>>>>

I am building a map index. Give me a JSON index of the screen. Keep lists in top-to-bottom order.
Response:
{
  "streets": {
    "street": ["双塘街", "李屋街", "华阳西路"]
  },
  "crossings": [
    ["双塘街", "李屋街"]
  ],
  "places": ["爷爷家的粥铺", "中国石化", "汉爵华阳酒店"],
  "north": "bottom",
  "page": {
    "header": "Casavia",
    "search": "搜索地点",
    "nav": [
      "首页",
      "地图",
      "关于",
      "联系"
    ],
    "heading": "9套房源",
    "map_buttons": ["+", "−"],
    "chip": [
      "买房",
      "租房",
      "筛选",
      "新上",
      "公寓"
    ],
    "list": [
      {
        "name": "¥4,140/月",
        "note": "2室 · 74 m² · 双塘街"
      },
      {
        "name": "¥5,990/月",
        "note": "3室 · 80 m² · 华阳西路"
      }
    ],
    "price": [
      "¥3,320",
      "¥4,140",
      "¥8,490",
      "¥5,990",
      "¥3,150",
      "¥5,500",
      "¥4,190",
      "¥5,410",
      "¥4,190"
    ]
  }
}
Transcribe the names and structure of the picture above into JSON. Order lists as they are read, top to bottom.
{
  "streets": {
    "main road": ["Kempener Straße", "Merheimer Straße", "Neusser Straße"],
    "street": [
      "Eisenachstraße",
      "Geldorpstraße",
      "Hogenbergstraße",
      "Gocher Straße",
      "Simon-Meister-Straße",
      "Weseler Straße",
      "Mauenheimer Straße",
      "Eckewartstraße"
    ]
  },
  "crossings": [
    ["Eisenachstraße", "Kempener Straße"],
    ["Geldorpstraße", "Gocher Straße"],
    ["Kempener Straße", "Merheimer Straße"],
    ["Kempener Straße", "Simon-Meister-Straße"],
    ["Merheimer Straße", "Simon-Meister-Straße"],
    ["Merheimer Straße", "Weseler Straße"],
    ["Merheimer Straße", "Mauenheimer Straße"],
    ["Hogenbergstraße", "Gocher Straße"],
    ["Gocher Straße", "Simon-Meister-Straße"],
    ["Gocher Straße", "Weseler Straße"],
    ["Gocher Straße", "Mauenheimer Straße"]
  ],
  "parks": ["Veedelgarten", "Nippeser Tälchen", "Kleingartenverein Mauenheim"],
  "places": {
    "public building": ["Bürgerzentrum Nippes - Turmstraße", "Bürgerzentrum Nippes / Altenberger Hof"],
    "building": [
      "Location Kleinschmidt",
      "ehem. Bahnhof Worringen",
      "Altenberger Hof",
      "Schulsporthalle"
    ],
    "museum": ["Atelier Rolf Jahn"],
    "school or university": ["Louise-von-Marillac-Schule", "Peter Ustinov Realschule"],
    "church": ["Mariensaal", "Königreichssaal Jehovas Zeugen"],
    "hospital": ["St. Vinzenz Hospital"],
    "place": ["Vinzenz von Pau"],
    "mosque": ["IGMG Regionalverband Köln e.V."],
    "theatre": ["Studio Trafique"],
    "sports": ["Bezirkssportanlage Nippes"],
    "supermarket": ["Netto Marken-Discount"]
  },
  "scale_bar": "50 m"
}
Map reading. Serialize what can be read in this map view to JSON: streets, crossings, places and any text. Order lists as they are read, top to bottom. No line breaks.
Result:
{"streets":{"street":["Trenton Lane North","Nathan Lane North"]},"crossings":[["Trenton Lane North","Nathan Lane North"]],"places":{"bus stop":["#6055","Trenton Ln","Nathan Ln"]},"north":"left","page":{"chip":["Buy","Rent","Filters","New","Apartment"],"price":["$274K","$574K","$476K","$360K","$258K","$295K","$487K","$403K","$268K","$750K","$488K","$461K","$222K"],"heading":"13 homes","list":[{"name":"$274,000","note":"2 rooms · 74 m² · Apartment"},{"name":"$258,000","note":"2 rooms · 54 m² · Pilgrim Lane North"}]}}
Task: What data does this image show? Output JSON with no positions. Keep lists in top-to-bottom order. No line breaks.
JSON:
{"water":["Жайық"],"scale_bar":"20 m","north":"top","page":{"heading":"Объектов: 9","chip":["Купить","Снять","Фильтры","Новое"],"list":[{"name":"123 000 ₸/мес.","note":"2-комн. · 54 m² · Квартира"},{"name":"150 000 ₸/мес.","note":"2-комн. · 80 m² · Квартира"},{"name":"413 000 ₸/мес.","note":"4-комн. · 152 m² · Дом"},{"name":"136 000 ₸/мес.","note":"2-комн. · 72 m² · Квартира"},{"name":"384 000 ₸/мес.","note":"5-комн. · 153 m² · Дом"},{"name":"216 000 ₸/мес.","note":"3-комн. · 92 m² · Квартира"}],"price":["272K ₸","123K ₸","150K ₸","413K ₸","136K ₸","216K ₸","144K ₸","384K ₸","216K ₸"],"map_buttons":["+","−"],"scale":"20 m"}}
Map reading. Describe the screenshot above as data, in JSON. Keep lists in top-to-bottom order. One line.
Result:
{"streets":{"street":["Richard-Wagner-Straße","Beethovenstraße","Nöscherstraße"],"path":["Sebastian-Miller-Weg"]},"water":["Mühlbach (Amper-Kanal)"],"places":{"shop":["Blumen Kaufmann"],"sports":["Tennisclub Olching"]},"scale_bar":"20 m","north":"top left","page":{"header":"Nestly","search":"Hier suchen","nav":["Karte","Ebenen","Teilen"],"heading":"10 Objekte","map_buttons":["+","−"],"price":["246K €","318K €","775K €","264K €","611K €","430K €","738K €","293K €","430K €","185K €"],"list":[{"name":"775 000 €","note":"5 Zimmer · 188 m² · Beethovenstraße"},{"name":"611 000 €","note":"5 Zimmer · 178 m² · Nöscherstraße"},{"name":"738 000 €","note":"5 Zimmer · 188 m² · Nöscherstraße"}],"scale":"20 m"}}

<<<<

* _WHAT YOU SHOULD DO_
Each record above has to be printed again, word for word.

* _WRITTEN RESPONSE_
I am building a map index. Give me a JSON index of the screen. Keep lists in top-to-bottom order.
Response:
{
  "streets": {
    "street": ["双塘街", "李屋街", "华阳西路"]
  },
  "crossings": [
    ["双塘街", "李屋街"]
  ],
  "places": ["爷爷家的粥铺", "中国石化", "汉爵华阳酒店"],
  "north": "bottom",
  "page": {
    "header": "Casavia",
    "search": "搜索地点",
    "nav": [
      "首页",
      "地图",
      "关于",
      "联系"
    ],
    "heading": "9套房源",
    "map_buttons": ["+", "−"],
    "chip": [
      "买房",
      "租房",
      "筛选",
      "新上",
      "公寓"
    ],
    "list": [
      {
        "name": "¥4,140/月",
        "note": "2室 · 74 m² · 双塘街"
      },
      {
        "name": "¥5,990/月",
        "note": "3室 · 80 m² · 华阳西路"
      }
    ],
    "price": [
      "¥3,320",
      "¥4,140",
      "¥8,490",
      "¥5,990",
      "¥3,150",
      "¥5,500",
      "¥4,190",
      "¥5,410",
      "¥4,190"
    ]
  }
}
Transcribe the names and structure of the picture above into JSON. Order lists as they are read, top to bottom.
{
  "streets": {
    "main road": ["Kempener Straße", "Merheimer Straße", "Neusser Straße"],
    "street": [
      "Eisenachstraße",
      "Geldorpstraße",
      "Hogenbergstraße",
      "Gocher Straße",
      "Simon-Meister-Straße",
      "Weseler Straße",
      "Mauenheimer Straße",
      "Eckewartstraße"
    ]
  },
  "crossings": [
    ["Eisenachstraße", "Kempener Straße"],
    ["Geldorpstraße", "Gocher Straße"],
    ["Kempener Straße", "Merheimer Straße"],
    ["Kempener Straße", "Simon-Meister-Straße"],
    ["Merheimer Straße", "Simon-Meister-Straße"],
    ["Merheimer Straße", "Weseler Straße"],
    ["Merheimer Straße", "Mauenheimer Straße"],
    ["Hogenbergstraße", "Gocher Straße"],
    ["Gocher Straße", "Simon-Meister-Straße"],
    ["Gocher Straße", "Weseler Straße"],
    ["Gocher Straße", "Mauenheimer Straße"]
  ],
  "parks": ["Veedelgarten", "Nippeser Tälchen", "Kleingartenverein Mauenheim"],
  "places": {
    "public building": ["Bürgerzentrum Nippes - Turmstraße", "Bürgerzentrum Nippes / Altenberger Hof"],
    "building": [
      "Location Kleinschmidt",
      "ehem. Bahnhof Worringen",
      "Altenberger Hof",
      "Schulsporthalle"
    ],
    "museum": ["Atelier Rolf Jahn"],
    "school or university": ["Louise-von-Marillac-Schule", "Peter Ustinov Realschule"],
    "church": ["Mariensaal", "Königreichssaal Jehovas Zeugen"],
    "hospital": ["St. Vinzenz Hospital"],
    "place": ["Vinzenz von Pau"],
    "mosque": ["IGMG Regionalverband Köln e.V."],
    "theatre": ["Studio Trafique"],
    "sports": ["Bezirkssportanlage Nippes"],
    "supermarket": ["Netto Marken-Discount"]
  },
  "scale_bar": "50 m"
}
Map reading. Serialize what can be read in this map view to JSON: streets, crossings, places and any text. Order lists as they are read, top to bottom. No line breaks.
Result:
{"streets":{"street":["Trenton Lane North","Nathan Lane North"]},"crossings":[["Trenton Lane North","Nathan Lane North"]],"places":{"bus stop":["#6055","Trenton Ln","Nathan Ln"]},"north":"left","page":{"chip":["Buy","Rent","Filters","New","Apartment"],"price":["$274K","$574K","$476K","$360K","$258K","$295K","$487K","$403K","$268K","$750K","$488K","$461K","$222K"],"heading":"13 homes","list":[{"name":"$274,000","note":"2 rooms · 74 m² · Apartment"},{"name":"$258,000","note":"2 rooms · 54 m² · Pilgrim Lane North"}]}}
Task: What data does this image show? Output JSON with no positions. Keep lists in top-to-bottom order. No line breaks.
JSON:
{"water":["Жайық"],"scale_bar":"20 m","north":"top","page":{"heading":"Объектов: 9","chip":["Купить","Снять","Фильтры","Новое"],"list":[{"name":"123 000 ₸/мес.","note":"2-комн. · 54 m² · Квартира"},{"name":"150 000 ₸/мес.","note":"2-комн. · 80 m² · Квартира"},{"name":"413 000 ₸/мес.","note":"4-комн. · 152 m² · Дом"},{"name":"136 000 ₸/мес.","note":"2-комн. · 72 m² · Квартира"},{"name":"384 000 ₸/мес.","note":"5-комн. · 153 m² · Дом"},{"name":"216 000 ₸/мес.","note":"3-комн. · 92 m² · Квартира"}],"price":["272K ₸","123K ₸","150K ₸","413K ₸","136K ₸","216K ₸","144K ₸","384K ₸","216K ₸"],"map_buttons":["+","−"],"scale":"20 m"}}
Map reading. Describe the screenshot above as data, in JSON. Keep lists in top-to-bottom order. One line.
Result:
{"streets":{"street":["Richard-Wagner-Straße","Beethovenstraße","Nöscherstraße"],"path":["Sebastian-Miller-Weg"]},"water":["Mühlbach (Amper-Kanal)"],"places":{"shop":["Blumen Kaufmann"],"sports":["Tennisclub Olching"]},"scale_bar":"20 m","north":"top left","page":{"header":"Nestly","search":"Hier suchen","nav":["Karte","Ebenen","Teilen"],"heading":"10 Objekte","map_buttons":["+","−"],"price":["246K €","318K €","775K €","264K €","611K €","430K €","738K €","293K €","430K €","185K €"],"list":[{"name":"775 000 €","note":"5 Zimmer · 188 m² · Beethovenstraße"},{"name":"611 000 €","note":"5 Zimmer · 178 m² · Nöscherstraße"},{"name":"738 000 €","note":"5 Zimmer · 188 m² · Nöscherstraße"}],"scale":"20 m"}}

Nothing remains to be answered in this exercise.